··· Material to process
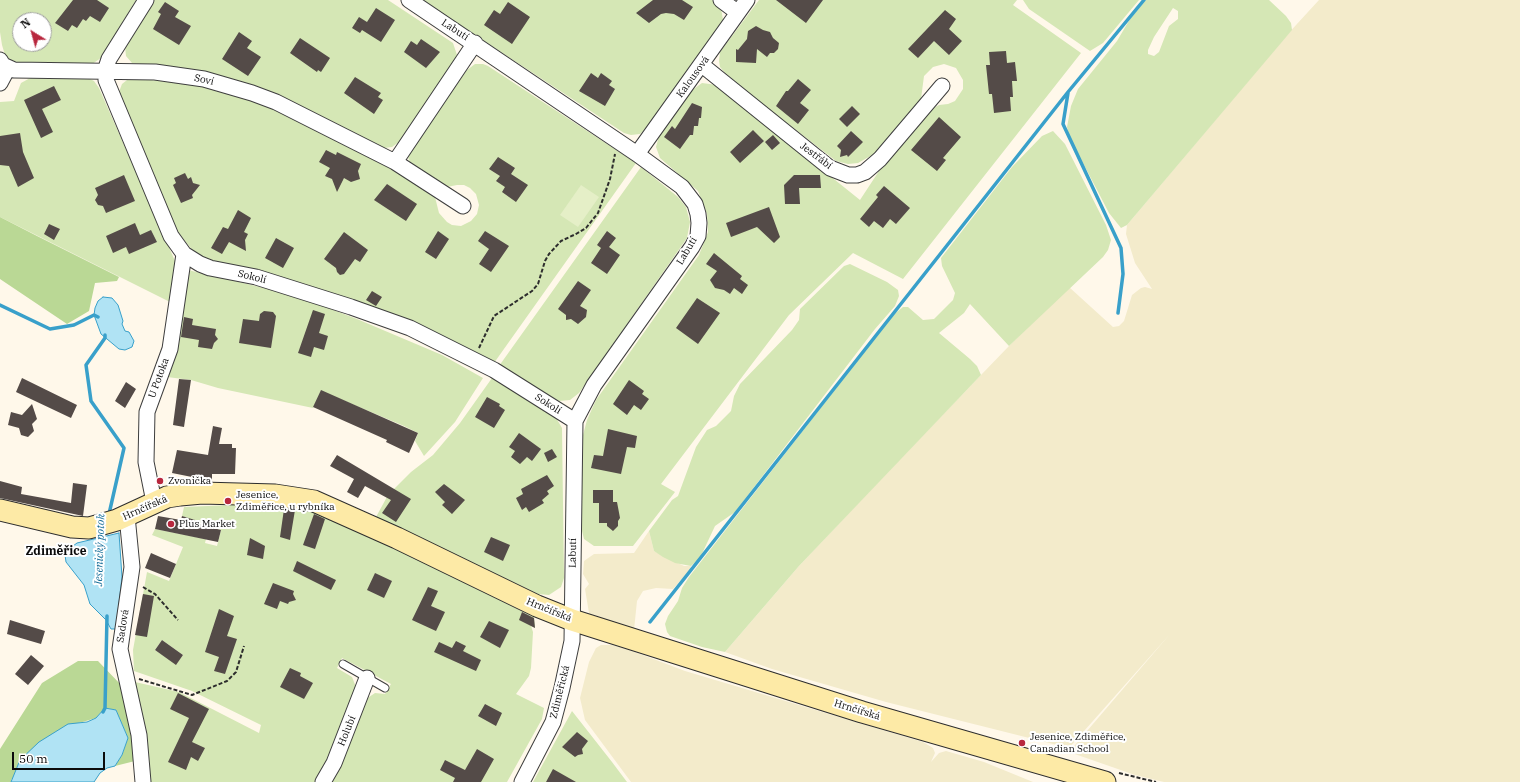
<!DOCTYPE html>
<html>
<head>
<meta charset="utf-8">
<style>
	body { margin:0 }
	#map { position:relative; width:1520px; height:782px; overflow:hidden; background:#fff8ea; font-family:"IBM Plex Serif",serif }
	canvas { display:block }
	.north { position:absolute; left:12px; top:12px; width:40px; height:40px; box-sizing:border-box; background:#fff; border:1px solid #9d9d9d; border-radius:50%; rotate:323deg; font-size:11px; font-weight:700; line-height:16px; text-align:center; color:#0b0b0b }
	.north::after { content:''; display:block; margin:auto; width:14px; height:18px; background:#b8273e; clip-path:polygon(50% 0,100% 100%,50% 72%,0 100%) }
	.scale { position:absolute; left:12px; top:752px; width:93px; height:18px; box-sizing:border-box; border:2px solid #0b0b0b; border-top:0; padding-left:5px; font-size:12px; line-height:14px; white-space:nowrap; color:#0b0b0b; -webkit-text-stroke:3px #fff; paint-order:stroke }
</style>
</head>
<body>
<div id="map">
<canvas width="1520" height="782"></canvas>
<div class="north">N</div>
<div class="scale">50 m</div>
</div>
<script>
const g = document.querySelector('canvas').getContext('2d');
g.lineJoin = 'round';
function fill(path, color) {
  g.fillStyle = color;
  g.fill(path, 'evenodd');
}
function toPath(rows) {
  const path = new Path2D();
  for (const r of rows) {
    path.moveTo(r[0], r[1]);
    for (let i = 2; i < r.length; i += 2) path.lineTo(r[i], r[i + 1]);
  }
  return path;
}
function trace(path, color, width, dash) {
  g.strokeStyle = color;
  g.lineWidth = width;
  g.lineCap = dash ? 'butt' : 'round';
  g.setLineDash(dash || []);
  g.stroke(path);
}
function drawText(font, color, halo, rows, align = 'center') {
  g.font = font + ' "IBM Plex Serif",serif';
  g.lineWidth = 4;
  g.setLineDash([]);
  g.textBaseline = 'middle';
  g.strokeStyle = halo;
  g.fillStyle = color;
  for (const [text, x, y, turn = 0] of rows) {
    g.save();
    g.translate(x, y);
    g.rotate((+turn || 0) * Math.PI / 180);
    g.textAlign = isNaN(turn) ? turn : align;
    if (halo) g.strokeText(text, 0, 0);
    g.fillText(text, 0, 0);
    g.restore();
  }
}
fill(toPath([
	[1319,0,1520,0,1520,782,1164,782,1135,775,1069,752,1170,634,1069,748,886,702,772,669,725,652,799,566,896,463,1009,346,1069,287,1113,327,1119,326,1124,321,1132,295,1141,288,1145,287,1152,289,1135,263,1126,234,1127,225,1285,37],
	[649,531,654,551,684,566,691,566,690,570,673,589,656,588,643,591,637,601,634,630,591,615,589,613,585,589,589,584,583,574,584,561,594,554,634,553],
	[601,645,612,645,627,649,685,671,923,742,933,748,935,753,931,762,939,753,946,751,984,762,1033,782,631,782,585,720,580,698,589,662,596,648]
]), '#f3ebcb');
fill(toPath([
	[0,0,136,0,101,58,92,64,20,63,11,60,5,55,2,45,0,32],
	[20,20,44,20,44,44,20,44],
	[152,0,388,0,453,43,457,55,455,62,399,142,392,147,384,148,293,102,253,86,206,72,132,63,126,56,125,46],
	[422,0,712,0,721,8,723,20,648,127,640,134,631,135,624,133],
	[759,0,1017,0,1013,5,1081,53,903,279,853,253,789,315,661,484,675,492,633,546,594,546,584,539,582,531,581,452,583,435,587,420,596,400,699,255,708,232,707,214,698,191,660,158,656,147,659,136,691,91,702,83,717,85,860,200,879,171,930,110,939,105,948,104,955,101,963,89,963,80,956,68,944,64,933,67,924,76,921,99,874,154,858,163,848,164,836,161,765,106,725,73,720,67,719,61,720,52],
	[1023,0,1139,0,1103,43,1090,51,1029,9],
	[1146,0,1269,0,1286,16,1291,23,1292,30,1127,225,1121,228,1109,213,1069,136,1067,127,1071,106,1078,89,1117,41,1130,19],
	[1173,8,1178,11,1178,19,1169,26,1159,52,1154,56,1148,54,1148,50,1154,37],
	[475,64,483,64,488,66,636,163,494,363,379,309,301,283,212,261,195,253,179,234,120,100,119,92,122,84,127,80,151,80,197,85,257,102,284,113,399,172,435,197,439,213,447,222,452,225,461,226,471,221,477,214,479,205,476,194,470,188,464,185,457,185,447,187,411,167,408,157,411,149,467,70],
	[32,77,88,78,94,81,99,88,175,261,177,274,170,302,0,217,0,102,14,101,21,83],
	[1053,131,1065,144,1106,225,1111,240,1108,250,1103,257,1009,346,970,304,964,313,939,333,970,359,977,366,981,375,799,566,725,652,702,647,670,636,667,632,665,624,668,616,678,601,682,588,689,577,893,315,903,307,908,307,923,320,934,319,953,300,955,293,942,266,941,258,1012,167,1042,136],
	[641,167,678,197,686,207,690,222,687,238,579,393,570,400,559,401,499,366],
	[850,264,887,282,898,290,899,296,895,306,875,329,735,512,715,526,700,558,691,566,675,563,663,557,654,551,649,531,672,500,678,496,696,447,707,430,716,426,731,411,734,396,740,384,792,330,799,320,800,309,844,266],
	[188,270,294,295,357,319,442,355,483,378,455,422,424,456,415,441,418,433,404,426,321,391,313,408,218,388,191,380,167,377],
	[492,378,555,416,562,428,564,578,561,587,549,595,538,594,376,517,388,495,411,472,433,455,460,423],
	[255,504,316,509,345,521,432,567,534,617,535,628,531,626,533,632,531,668,529,676,516,694,544,708,542,719,507,782,330,782,366,699,375,693,385,694,391,684,342,658,337,668,352,677,356,687,338,740,316,782,148,782,135,682,179,692,259,733,261,725,192,691,134,671,133,650,147,572,169,581,183,547,152,535,155,529,206,539,205,543,217,546,221,530,182,516,184,507],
	[162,640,183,655,176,664,155,650],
	[572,711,612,762,627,782,533,782]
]), '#d5e7b5');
fill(toPath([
	[0,217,37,236,119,277,117,281,95,283,89,311,67,324,0,279],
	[78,661,98,661,123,687,135,734,135,761,115,766,122,755,128,738,116,710,105,708,96,718,79,723,11,780,11,782,0,782,0,749,42,683]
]), '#bad895');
fill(toPath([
	[581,185,599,197,578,227,560,215]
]), '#e5efc7');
const water = toPath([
	[103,297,112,298,118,305,123,321,122,324,125,331,129,332,134,341,132,347,125,350,119,349,101,334,94,315,95,308,98,301,103,297],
	[119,533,122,577,116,629,111,629,106,620,90,604,84,585,66,562,65,555,69,549,77,543,119,533],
	[105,708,116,710,128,738,122,755,115,766,107,768,100,773,94,782,11,782,20,760,39,742,68,724,87,722,96,718,105,708]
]);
fill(water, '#b0e3f4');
trace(water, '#39a0ca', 1);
trace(toPath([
	[1068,93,1063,124,1121,248,1123,274,1118,313],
	[0,305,50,329,74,325,94,315,98,317],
	[105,335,105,338,86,365,91,401,124,448,109,514],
	[650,622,1068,92,1144,0],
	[103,712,105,708,107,616]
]), '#39a0ca', 3.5);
fill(toPath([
	[73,0,97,0,109,8,100,22,90,16,86,21,83,19,77,28,72,25,68,31,55,23],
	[653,0,682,0,693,7,684,20,674,14,666,13,661,14,649,23,636,13],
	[776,0,823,0,806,23],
	[165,2,179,11,175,17,191,26,179,45,153,29,161,14,158,12],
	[508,2,530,17,512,44,484,25,494,10,500,14],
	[376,8,395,20,381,42,362,30,360,33,352,28,359,17,367,22],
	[945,10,956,19,949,29,962,41,949,55,934,41,918,58,908,49],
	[756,26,763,30,770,32,773,38,779,43,778,49,774,53,770,53,767,57,757,49,756,63,736,62,736,49,738,50,747,39,748,31],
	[239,32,252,41,247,48,261,57,248,76,222,59],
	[300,38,330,58,321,72,318,70,317,72,290,53],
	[421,39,440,52,426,68,404,52,411,41,417,45],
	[1006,51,1007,63,1015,62,1017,81,1012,81,1013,97,1010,97,1011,111,994,113,992,94,989,94,986,65,990,65,989,52],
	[591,73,598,78,601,73,612,81,609,85,615,89,605,106,579,91],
	[355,77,381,93,378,97,383,100,374,114,344,93],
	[798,79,811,90,800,103,809,110,798,124,776,106,786,91,788,91],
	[54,86,61,100,42,109,53,132,41,138,24,100],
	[692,103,702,107,701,118,699,118,698,126,694,126,693,135,690,135,680,149,664,137,672,126,675,129],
	[852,106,860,114,847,127,839,119],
	[939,117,961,137,943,158,946,160,937,171,911,150],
	[753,130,764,141,740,163,730,152],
	[851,131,863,142,848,157,847,155,840,157,841,150,837,146],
	[20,133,23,152,34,178,18,187,9,166,0,165,0,136],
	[773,135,780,143,772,150,765,142],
	[326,150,336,155,337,152,361,164,358,171,360,179,351,182,344,178,337,192,332,179,325,176,330,168,319,162],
	[498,157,515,168,511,174,528,185,516,202,502,192,505,187,496,181,500,176,489,169],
	[185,173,188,179,191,177,193,183,200,185,192,195,193,198,181,203,173,185,176,183,174,178],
	[124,175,135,201,106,213,103,206,98,205,95,200,98,195,95,188],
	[794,175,820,175,821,188,799,188,800,204,785,204,784,185],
	[387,184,417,204,406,221,374,200],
	[884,186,910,208,896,224,890,219,883,228,874,221,869,227,860,219,878,197,876,195],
	[769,207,780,237,774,243,757,227,731,237,726,223],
	[238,210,251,218,244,232,248,234,245,240,246,251,229,242,222,254,211,248,223,227,228,229],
	[135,223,140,235,151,230,157,242,129,254,126,247,113,253,106,236],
	[49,224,60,229,54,240,44,234],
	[438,231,449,239,436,259,425,252],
	[485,231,509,246,491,272,479,264,489,249,478,241],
	[607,231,616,238,609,247,620,255,607,274,591,263,601,248,597,245],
	[344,232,368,250,360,262,355,259,344,274,340,275,337,272,336,268,324,259],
	[276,238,294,248,283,268,265,258],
	[714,253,742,276,740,279,748,285,742,294,734,288,730,294,724,290,715,288,710,280,717,271,706,264],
	[578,281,591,290,580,306,587,310,586,317,578,324,571,319,566,320,566,315,558,309],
	[372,291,382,297,376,306,366,300],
	[697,298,720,313,698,344,676,328],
	[313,310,325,314,319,333,328,336,324,350,314,347,311,357,298,353],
	[264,311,273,312,276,316,271,348,239,343,243,319,259,321,260,314],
	[184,317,193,319,192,325,216,329,215,335,218,339,214,343,212,349,198,347,199,340,181,337],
	[22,378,77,405,71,418,16,392],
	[179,379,191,380,184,427,173,425],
	[629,380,644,391,642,394,649,399,641,410,634,405,627,415,613,404],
	[126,382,136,389,125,408,115,401],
	[321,390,418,433,409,453,386,442,387,440,313,407],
	[487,397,500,404,499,406,505,410,494,428,475,417],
	[32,404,37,419,32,424,34,431,28,437,21,435,19,428,8,425,11,412,22,415],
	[213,426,222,428,219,444,232,444,232,448,236,448,235,474,212,474,212,481,172,473,177,450,208,455],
	[608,429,637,436,635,448,627,447,621,474,591,468,594,455,603,456],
	[519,433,541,449,532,461,527,457,520,464,511,457,515,451,509,447],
	[552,449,557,457,548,462,544,453],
	[337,455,411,499,396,522,382,513,391,500,365,486,358,498,347,492,354,479,330,466],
	[547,475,554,486,547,491,549,494,542,500,544,503,529,512,526,507,522,510,516,498,523,494,521,489],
	[0,481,22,487,21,494,71,503,73,483,87,485,83,516,0,498],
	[444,484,465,500,452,514,442,505,445,502,435,492],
	[593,490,613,490,613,502,617,502,620,518,618,521,618,526,613,531,607,526,607,523,599,523,599,503,593,503],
	[284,509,295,510,290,540,280,537],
	[314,514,325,519,315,549,303,545],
	[158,516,181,520,182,516,195,520,194,523,221,530,218,542,155,529],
	[491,537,510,545,503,561,484,552],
	[250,538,265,546,263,559,247,555],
	[151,553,176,564,170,578,145,568],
	[297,561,336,580,331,590,293,571],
	[375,573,392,581,384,598,367,590],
	[273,583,294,591,293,594,296,600,289,602,288,604,280,601,277,609,264,604],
	[428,587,438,591,431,606,445,612,436,631,412,620],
	[143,594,154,596,147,637,135,635],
	[219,609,234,616,227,636,237,639,225,674,214,671,219,657,205,652],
	[522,612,534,618,535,628,519,620],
	[10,620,45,631,41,644,7,634],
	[489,621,509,630,500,648,480,637],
	[162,640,183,655,176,665,155,650],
	[456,641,466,646,463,651,481,660,476,671,434,652,439,642,452,648],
	[31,655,44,666,28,685,15,674],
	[290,668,301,673,300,676,313,683,304,699,280,687],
	[178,693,209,709,192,742,205,748,198,761,191,757,186,770,168,762,189,718,170,709],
	[485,704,502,713,496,726,478,716],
	[577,732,588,741,582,749,583,754,578,755,575,757,562,747],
	[477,749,494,759,481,782,453,782,455,778,440,770,445,760,465,770],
	[553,769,576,782,546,782]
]), '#544b48');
const lane = toPath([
	[343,664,385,688]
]);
const street = toPath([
	[146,0,109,59,106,68,106,80,171,236,184,254,200,264,210,268,256,277,351,307,410,328,494,370,575,421],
	[409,0,637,154,682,187,695,204,698,214,699,223,698,236,692,247,594,385,575,421,572,641,562,688,553,722,522,782],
	[721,0,737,12],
	[0,60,3,65,14,70,155,72,204,79,252,93,276,102,395,162,463,206],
	[702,65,830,168,848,175,857,175,865,172,880,159,942,86],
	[0,83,8,68],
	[637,154,747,0],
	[395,162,475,43],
	[154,502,146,462,147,412,170,349,184,254],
	[127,516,132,567,120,649,139,735,143,782],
	[323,782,334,763,367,678]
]);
const secondary = toPath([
	[0,510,72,527,89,528,117,520,167,497,180,495,202,493,275,495,314,501,397,538,537,606,572,620,862,712,1105,782]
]);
trace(lane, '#3e3e3e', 9);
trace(street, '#3e3e3e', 17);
trace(secondary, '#2d2d2d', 23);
trace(toPath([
	[479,348,494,316,532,291,538,284,545,261,549,254,561,241,576,234,586,228,598,213,610,179,615,154],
	[143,587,155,594,178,620],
	[139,679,192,695,227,681,236,672,244,646],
	[1119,773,1156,782]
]), '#2d2d2d', 2, [4, 2]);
trace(lane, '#fff', 7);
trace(street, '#fff', 15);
trace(secondary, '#fdeaa6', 21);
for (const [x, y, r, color] of [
	[160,481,4,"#b8273e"],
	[228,501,4,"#b8273e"],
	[171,524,4,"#b8273e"],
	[1022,743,4,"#b8273e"]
]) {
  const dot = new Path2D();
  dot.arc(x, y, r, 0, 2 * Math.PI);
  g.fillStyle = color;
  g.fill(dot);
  trace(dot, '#fff', 1.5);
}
drawText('10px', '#0b0b0b', '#fff', [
	["Labutí",455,30,33],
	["Kalousová",693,77,-54],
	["Soví",204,80,12],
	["Jestřábí",816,156,37],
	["Labutí",687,251,-59],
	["Sokolí",252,277,14],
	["U Potoka",159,378,-70],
	["Sokolí",548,404,32],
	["Hrnčířská",145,508,-24],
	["Labutí",573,553,-89],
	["Hrnčířská",549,610,22],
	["Sadová",123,626,-81],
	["Zdiměřická",560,692,-76],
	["Hrnčířská",857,710,17],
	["Holubí",347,731,-68]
]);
drawText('10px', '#0b0b0b', '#fff', [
	["Zvonička",168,481],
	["Jesenice,",236,495],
	["Zdiměřice, u rybníka",236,507],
	["Plus Market",179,524],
	["Jesenice, Zdiměřice,",1030,737],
	["Canadian School",1030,749]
], 'left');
drawText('italic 11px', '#186f99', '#fff', [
	["Jesenický potok",100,550,-88]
]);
drawText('bold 12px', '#0b0b0b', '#fff', [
	["Zdiměřice",56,552]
]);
</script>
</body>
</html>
······
Problem requirements
From the data above, copy every line where "rows" appears.

Answer to this task
function toPath(rows) {
  for (const r of rows) {
function drawText(font, color, halo, rows, align = 'center') {
  for (const [text, x, y, turn = 0] of rows) {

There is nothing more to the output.